Apache Wookie Release Notes
===========================
See https://issues.apache.org/jira/browse/WOOKIE-* (where * is the number of the issue below)

For more detailed information on significant changes, see NEW_AND_NOTEWORTHY

Version 1.0.0
==============

BUGS FIXED
==========

WOOKIE-420 	
NoClassDefFoundError: org/apache/wookie/messages on JBoss 7 / JDK 7

WOOKIE-424 	
NPE with Wookie.war deployed on WildFly 8.0.0.CR1

 
IMPROVEMENTS
============

WOOKIE-418
Create README and web documentation for deployment on WAS 7


NEW FEATURES
============

None

Known Issues
============

    * WOOKIE-222 - There is a known issue when using Tomcat 7.* with Wookie. Sometimes when a widget is actually 
    loaded, a browser alert box sometimes appears informing the user of a "Session Error". 

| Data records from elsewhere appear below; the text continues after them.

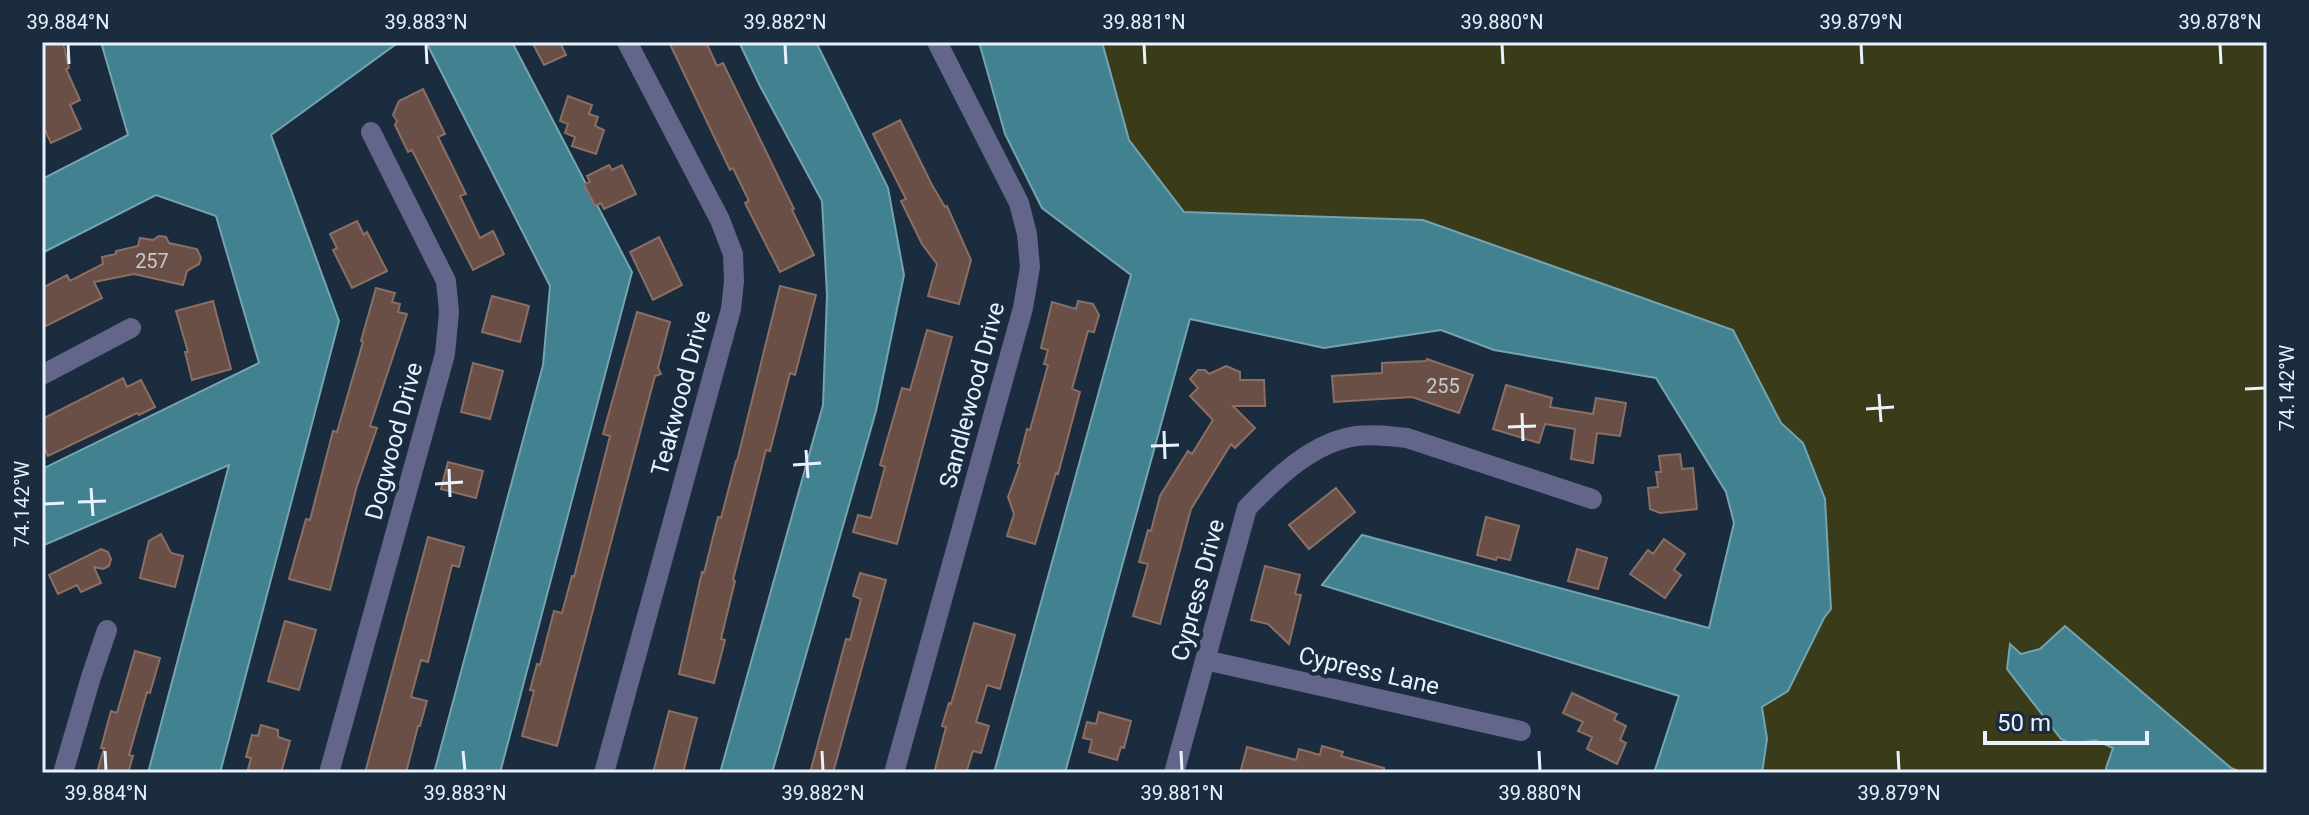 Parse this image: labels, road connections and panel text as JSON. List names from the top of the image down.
{
  "streets": {
    "street": [
      "Teakwood Drive",
      "Sandlewood Drive",
      "Dogwood Drive",
      "Cypress Drive",
      "Cypress Lane"
    ]
  },
  "crossings": [
    ["Cypress Drive", "Cypress Lane"]
  ],
  "house_numbers": ["257", "255"],
  "scale_bar": "50 m",
  "coordinates": [
    "39.884°N",
    "39.883°N",
    "39.882°N",
    "39.881°N",
    "39.880°N",
    "39.879°N",
    "39.878°N",
    "74.142°W"
  ]
} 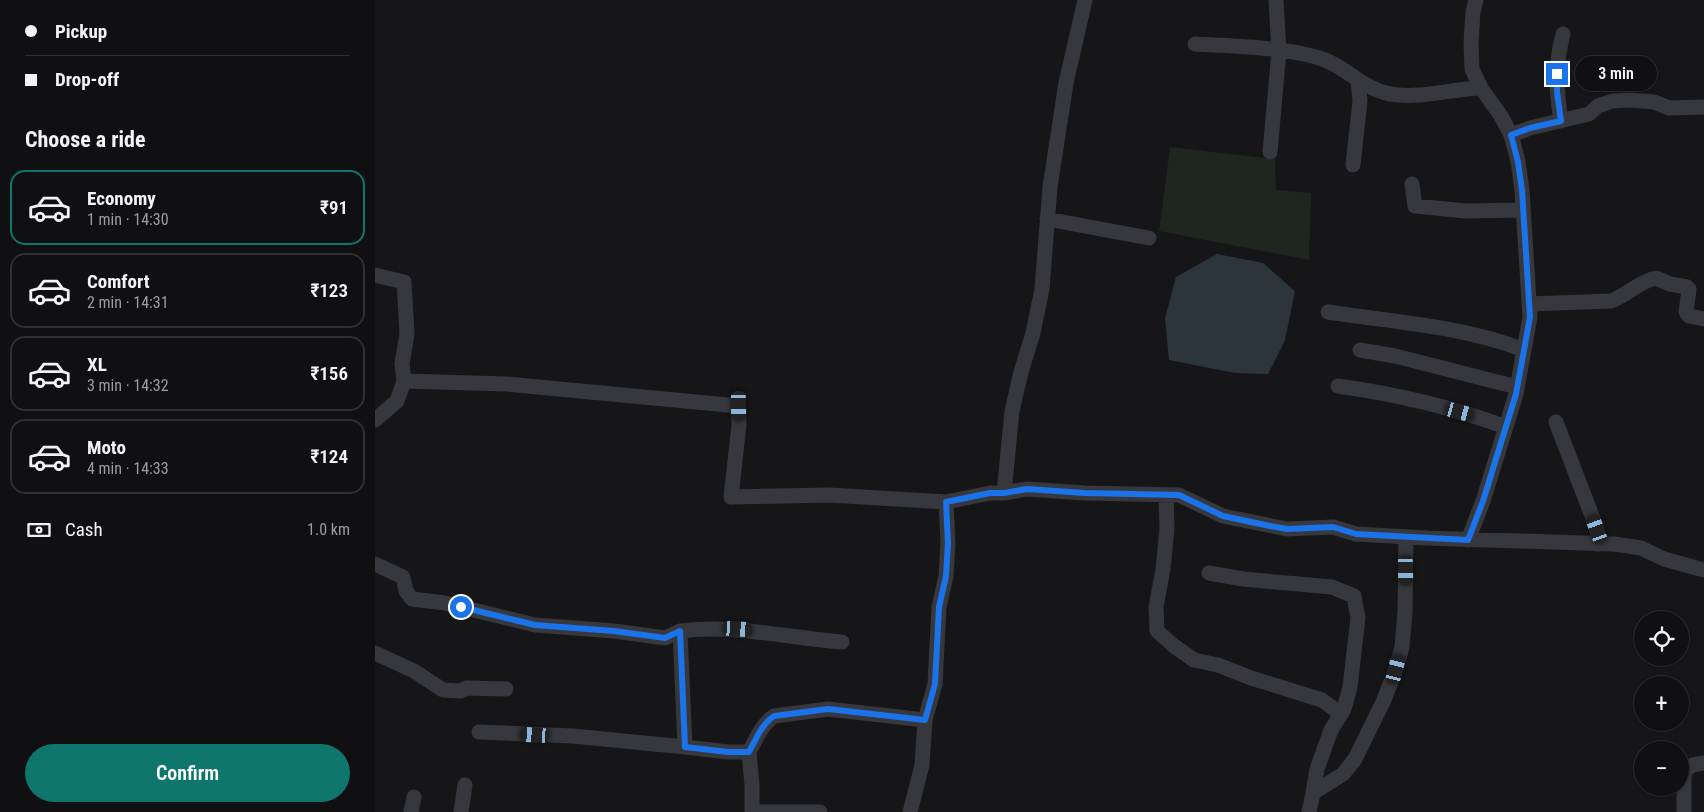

    This is caused by the DWR library used by Wookie for Comet-based widgets handling HTTP-only cookies incorrectly; 
    Tomcat 7 uses HTTP-only cookies as the default setting to prevent cross-site scripting (XSS) attacks.

    A workaround is to add the following to the WEB-INF/web.xml file

    <init-param>
        <param-name>crossDomainSessionSecurity</param-name>
        <param-value>false</param-value>
    </init-param>

    Note that XSS prevention will still be in place in Tomcat 7; this just disables the additional mechanism
    implemented in DWR that conflicts with it.
 
    This is an issue for DWR 2.* with Tomcat 7.* (or earlier versions of Tomcat where useHttpOnly="true" is set.)